TASK PROMPT -
Write out every line exactly, from the first line of the records below through the line that contains "position:absolute; right:15px; bottom:15px;".

RECORD EXCERPTS -

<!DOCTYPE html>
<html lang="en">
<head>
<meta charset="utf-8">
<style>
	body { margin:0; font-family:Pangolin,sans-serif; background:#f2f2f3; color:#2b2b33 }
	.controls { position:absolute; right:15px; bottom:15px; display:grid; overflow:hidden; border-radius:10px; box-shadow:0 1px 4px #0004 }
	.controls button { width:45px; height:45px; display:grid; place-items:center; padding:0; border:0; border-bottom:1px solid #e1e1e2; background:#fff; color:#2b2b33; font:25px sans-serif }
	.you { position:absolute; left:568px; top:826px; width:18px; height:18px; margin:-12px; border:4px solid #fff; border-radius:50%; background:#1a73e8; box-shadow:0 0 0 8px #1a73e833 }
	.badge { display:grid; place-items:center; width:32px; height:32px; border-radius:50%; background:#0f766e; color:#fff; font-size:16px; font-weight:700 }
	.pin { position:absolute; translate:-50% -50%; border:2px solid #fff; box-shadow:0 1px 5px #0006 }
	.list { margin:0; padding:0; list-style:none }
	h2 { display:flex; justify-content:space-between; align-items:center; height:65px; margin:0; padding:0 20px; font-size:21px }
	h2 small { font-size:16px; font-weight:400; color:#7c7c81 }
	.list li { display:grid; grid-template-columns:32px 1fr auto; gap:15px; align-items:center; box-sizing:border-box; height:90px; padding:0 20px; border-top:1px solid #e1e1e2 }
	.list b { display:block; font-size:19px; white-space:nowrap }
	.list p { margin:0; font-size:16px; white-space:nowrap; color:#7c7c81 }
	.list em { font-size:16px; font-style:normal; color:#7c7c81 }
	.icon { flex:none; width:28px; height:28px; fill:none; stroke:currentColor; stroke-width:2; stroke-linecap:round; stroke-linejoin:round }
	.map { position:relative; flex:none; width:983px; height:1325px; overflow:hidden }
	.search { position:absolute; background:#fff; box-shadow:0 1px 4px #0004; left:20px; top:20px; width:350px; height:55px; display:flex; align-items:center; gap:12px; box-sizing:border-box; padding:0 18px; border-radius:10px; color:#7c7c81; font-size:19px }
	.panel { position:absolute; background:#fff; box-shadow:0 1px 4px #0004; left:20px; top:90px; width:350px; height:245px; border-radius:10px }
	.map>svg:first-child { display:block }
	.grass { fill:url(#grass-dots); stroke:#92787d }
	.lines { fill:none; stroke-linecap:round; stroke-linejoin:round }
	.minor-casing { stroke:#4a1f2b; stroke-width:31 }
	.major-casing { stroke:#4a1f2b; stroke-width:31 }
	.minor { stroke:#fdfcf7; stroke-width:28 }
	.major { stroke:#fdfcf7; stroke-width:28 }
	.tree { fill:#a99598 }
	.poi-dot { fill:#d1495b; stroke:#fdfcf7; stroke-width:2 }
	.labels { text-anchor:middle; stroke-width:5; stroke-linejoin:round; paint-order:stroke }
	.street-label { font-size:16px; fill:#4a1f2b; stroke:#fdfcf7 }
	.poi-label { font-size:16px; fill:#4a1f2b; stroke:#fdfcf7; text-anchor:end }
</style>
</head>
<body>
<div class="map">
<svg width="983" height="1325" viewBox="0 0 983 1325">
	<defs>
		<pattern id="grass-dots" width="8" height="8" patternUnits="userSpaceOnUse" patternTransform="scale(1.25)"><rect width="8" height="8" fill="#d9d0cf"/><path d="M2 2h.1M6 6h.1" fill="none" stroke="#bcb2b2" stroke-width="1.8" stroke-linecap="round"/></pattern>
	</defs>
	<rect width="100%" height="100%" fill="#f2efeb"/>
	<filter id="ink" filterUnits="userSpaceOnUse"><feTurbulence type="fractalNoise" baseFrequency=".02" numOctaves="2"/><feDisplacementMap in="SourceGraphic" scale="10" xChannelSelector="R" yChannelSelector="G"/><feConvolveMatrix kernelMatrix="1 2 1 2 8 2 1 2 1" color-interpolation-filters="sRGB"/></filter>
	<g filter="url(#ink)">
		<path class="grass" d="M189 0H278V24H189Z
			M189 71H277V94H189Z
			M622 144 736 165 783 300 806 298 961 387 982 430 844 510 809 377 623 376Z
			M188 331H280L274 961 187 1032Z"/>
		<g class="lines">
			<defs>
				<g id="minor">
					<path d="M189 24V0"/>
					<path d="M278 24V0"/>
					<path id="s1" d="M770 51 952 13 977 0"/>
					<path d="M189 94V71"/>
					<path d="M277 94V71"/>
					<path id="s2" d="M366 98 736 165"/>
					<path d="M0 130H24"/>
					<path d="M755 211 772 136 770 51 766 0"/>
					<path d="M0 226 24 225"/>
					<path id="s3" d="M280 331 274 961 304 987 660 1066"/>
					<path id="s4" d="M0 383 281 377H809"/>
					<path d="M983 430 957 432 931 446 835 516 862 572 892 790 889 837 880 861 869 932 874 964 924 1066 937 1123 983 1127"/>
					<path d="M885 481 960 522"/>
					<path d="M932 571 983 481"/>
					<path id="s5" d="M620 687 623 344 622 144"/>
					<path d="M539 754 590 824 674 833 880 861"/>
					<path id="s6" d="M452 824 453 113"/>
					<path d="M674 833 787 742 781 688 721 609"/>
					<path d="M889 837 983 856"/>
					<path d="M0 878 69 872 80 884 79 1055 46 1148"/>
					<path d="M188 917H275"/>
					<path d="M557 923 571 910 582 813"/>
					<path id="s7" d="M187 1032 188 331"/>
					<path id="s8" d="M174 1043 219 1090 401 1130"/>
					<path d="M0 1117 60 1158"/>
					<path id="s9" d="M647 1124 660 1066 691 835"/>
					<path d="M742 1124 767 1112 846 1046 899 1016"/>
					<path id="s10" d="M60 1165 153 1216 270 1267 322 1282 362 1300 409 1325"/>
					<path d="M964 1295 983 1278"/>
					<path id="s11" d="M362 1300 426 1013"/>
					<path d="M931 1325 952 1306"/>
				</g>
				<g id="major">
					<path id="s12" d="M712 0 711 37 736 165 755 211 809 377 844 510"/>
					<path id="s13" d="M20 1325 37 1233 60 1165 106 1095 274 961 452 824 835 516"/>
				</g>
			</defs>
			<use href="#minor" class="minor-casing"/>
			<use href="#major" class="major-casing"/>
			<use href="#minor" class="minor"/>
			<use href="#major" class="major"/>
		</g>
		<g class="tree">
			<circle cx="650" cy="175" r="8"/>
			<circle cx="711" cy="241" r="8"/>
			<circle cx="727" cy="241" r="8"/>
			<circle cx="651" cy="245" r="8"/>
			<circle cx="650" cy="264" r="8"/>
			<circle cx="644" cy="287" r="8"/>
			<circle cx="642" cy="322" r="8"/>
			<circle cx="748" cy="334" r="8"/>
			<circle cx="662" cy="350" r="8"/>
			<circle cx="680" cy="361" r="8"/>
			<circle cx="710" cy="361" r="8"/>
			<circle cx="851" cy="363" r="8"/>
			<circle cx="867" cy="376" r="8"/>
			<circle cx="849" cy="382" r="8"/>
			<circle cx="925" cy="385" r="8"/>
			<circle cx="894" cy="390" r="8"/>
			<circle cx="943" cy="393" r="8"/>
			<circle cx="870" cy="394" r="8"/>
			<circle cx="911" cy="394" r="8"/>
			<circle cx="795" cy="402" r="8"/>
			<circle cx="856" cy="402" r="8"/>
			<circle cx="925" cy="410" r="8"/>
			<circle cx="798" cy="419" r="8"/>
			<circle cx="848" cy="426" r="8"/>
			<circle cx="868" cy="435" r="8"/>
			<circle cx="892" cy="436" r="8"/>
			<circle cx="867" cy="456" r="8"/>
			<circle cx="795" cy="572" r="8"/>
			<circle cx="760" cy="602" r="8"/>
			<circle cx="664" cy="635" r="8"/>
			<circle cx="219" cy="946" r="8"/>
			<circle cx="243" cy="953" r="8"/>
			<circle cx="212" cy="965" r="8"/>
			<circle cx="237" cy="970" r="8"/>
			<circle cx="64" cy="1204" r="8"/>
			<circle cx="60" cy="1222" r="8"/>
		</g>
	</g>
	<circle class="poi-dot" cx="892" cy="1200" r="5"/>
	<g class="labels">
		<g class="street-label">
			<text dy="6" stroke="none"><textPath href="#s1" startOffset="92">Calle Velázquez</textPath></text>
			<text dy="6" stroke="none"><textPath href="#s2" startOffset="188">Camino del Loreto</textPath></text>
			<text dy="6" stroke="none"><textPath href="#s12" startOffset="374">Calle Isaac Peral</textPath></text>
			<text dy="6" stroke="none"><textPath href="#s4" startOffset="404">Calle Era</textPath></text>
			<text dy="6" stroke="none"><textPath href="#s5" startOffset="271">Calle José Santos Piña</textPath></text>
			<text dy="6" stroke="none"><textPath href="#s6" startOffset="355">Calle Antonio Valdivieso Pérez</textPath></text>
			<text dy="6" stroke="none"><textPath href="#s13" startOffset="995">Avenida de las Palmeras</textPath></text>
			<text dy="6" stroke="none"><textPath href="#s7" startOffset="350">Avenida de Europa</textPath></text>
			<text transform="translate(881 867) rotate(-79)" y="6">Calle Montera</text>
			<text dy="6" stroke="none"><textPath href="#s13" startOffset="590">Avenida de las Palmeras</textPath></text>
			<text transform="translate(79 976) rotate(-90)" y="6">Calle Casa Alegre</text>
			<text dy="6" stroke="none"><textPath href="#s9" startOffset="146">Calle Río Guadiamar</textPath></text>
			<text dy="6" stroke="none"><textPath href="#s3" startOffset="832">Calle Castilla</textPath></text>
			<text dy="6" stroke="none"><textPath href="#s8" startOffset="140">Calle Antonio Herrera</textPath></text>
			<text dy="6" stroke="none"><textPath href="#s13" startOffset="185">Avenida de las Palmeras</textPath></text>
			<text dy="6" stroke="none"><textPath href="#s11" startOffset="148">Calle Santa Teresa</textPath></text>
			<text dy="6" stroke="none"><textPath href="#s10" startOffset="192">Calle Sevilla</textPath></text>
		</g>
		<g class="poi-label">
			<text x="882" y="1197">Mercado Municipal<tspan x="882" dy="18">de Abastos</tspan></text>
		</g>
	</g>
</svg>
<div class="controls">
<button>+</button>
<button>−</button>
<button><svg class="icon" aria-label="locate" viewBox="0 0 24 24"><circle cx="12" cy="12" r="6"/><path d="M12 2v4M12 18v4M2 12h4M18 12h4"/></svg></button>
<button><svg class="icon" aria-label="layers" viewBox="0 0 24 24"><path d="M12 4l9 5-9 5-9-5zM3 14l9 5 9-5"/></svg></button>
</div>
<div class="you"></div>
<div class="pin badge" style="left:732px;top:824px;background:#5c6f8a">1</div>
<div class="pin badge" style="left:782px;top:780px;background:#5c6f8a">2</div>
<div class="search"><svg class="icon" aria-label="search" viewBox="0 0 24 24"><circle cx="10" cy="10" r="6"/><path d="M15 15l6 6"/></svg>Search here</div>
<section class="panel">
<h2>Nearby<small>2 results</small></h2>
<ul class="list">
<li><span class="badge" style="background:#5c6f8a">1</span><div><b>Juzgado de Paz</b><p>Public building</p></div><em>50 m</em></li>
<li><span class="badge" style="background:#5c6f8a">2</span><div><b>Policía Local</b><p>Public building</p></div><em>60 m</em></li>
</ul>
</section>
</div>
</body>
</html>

RESPONSE -
<!DOCTYPE html>
<html lang="en">
<head>
<meta charset="utf-8">
<style>
	body { margin:0; font-family:Pangolin,sans-serif; background:#f2f2f3; color:#2b2b33 }
	.controls { position:absolute; right:15px; bottom:15px; display:grid; overflow:hidden; border-radius:10px; box-shadow:0 1px 4px #0004 }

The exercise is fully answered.